Get Electrophysiology Data#

Now that we know what our cell looks like, let’s take a look at its action potentials. The get_ephys_data() method can download electrophysiology traces for a single cell in the database. This method returns a class instance with helper methods for retrieving stimulus and response traces out of an NWB file. If we take a look at specimen_ephys_data we can see that it is an NWBDataSet object. In order to use get_ephys_data(), you must specify the id of the cell specimen whose electrophysiology you would like to download.

Below we go over methods that can be used to access the electrophysiology data for single cells, the source documentation for all the methods we cover can be found on the Allen Brain Atlas website. The get_experiment_sweep_numbers() method returns all of the sweep numbers for experiments in the file. Each sweep contains metadata and electrophysiology data.

# Get electrophysiological traces of our cell
specimen_ephys_data = ctc.get_ephys_data(specimen_id = cell_id)

# Retrieve sweep numbers for cell
sweep_numbers = specimen_ephys_data.get_experiment_sweep_numbers()

print(type(specimen_ephys_data))
print(sweep_numbers)
<class 'allensdk.core.nwb_data_set.NwbDataSet'>
[10, 100, 101, 102, 103, 104, 105, 108, 11, 12, 13, 14, 15, 17, 18, 19, 20, 21, 23, 24, 25, 26, 28, 29, 30, 31, 32, 33, 34, 35, 36, 37, 39, 4, 40, 41, 42, 43, 44, 45, 46, 47, 48, 49, 5, 50, 51, 52, 53, 54, 55, 57, 58, 59, 6, 60, 61, 62, 63, 64, 65, 66, 68, 69, 7, 71, 72, 73, 74, 75, 76, 77, 78, 79, 8, 80, 81, 82, 83, 84, 85, 86, 87, 88, 89, 9, 90, 91, 92, 93, 94, 95, 96, 97, 98, 99]

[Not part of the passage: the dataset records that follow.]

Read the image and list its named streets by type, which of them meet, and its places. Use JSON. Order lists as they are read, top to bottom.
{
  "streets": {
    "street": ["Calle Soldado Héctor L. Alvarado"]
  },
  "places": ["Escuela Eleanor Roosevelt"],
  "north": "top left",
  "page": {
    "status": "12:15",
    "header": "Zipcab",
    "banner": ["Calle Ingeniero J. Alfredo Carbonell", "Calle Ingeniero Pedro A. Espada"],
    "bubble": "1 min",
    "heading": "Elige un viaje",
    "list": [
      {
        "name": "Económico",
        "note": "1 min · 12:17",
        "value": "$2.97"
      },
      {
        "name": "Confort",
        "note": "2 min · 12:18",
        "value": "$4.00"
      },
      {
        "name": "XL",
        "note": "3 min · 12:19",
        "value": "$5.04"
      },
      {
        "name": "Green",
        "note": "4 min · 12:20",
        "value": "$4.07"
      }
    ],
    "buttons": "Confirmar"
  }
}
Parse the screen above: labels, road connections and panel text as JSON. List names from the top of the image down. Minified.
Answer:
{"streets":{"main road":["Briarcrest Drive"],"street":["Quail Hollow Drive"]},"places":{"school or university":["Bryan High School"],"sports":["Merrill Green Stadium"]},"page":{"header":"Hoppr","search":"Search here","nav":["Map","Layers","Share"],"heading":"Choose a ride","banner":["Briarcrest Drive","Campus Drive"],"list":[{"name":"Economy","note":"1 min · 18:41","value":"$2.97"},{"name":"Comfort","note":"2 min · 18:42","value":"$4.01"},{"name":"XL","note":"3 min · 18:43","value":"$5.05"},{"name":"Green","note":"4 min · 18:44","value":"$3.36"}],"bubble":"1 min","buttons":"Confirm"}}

Now that we have sweep numbers to choose from, we can take a look at a sweep’s metadata by calling get_sweep_metadata(). This returns a dictionary containing information such as stimulus paramaters and recording quality.

# Select a sweep number 
sweep_number = sweep_numbers[-1]

# Retrieve metadata for selected sweep
specimen_metadata = specimen_ephys_data.get_sweep_metadata(sweep_number)
print(specimen_metadata)
{'aibs_stimulus_amplitude_pa': 420.0, 'aibs_stimulus_name': 'Short Square - Triple', 'gain': 0.01, 'initial_access_resistance': 15.208168, 'seal': 1.4909363}

The get_sweep() method returns a dictionary containing the stimulus, response, index_range, and sampling rate for a particular sweep.

sweep_data = specimen_ephys_data.get_sweep(sweep_number)
print(sweep_data)
{'stimulus': array([0., 0., 0., ..., 0., 0., 0.], dtype=float32), 'response': array([-0.07440625, -0.0744375 , -0.074375  , ..., -0.07428125,
       -0.074375  , -0.07428125], dtype=float32), 'stimulus_unit': 'Amps', 'index_range': (150000, 618600), 'sampling_rate': 200000.0}

Now that you’ve pulled down some data, chosen a cell, and chosen a sweep number, let’s plot that data. We can look closer at the action potential by plotting the raw recording. Our sweep_data variable has all the data we need to plot our sweep; the stimulus current injected into our cell, the cell’s response, and sampling rate of the sweep.

# Get the stimulus trace (in amps) and convert to pA
stim_current = sweep_data['stimulus'] * 1e12

# Get the voltage trace (in volts) and convert to mV
response_voltage = sweep_data['response'] * 1e3

# Get the sampling rate and can create a time axis for our data
sampling_rate = sweep_data['sampling_rate'] # in Hz
timestamps = (np.arange(0, len(response_voltage)) * (1.0 / sampling_rate))

fig, ax = plt.subplots(2, 1, sharex=True, figsize=(9,9))

ax[0].set_title('Cell: '+str(cell_id)+', Sweep: '+str(sweep_number))
ax[0].plot(timestamps, response_voltage)
ax[0].set_ylabel('Cell Response (mV)')
ax[1].plot(timestamps, stim_current)
ax[1].set_xlabel('Time (sec)')
ax[1].set_ylabel('Input Current (nA)')
ax[1].set_xlim([2,2.2])

plt.show()
../_images/45cb735e472974ae66bfb3f8b9119c09a2153b007a3cf2331675a5b41cf89de7.png

That’s how you can dig into the morphology and raw electrophysiology traces for single cells. In the next notebook, we’ll take a look at some of the features of these action potentials.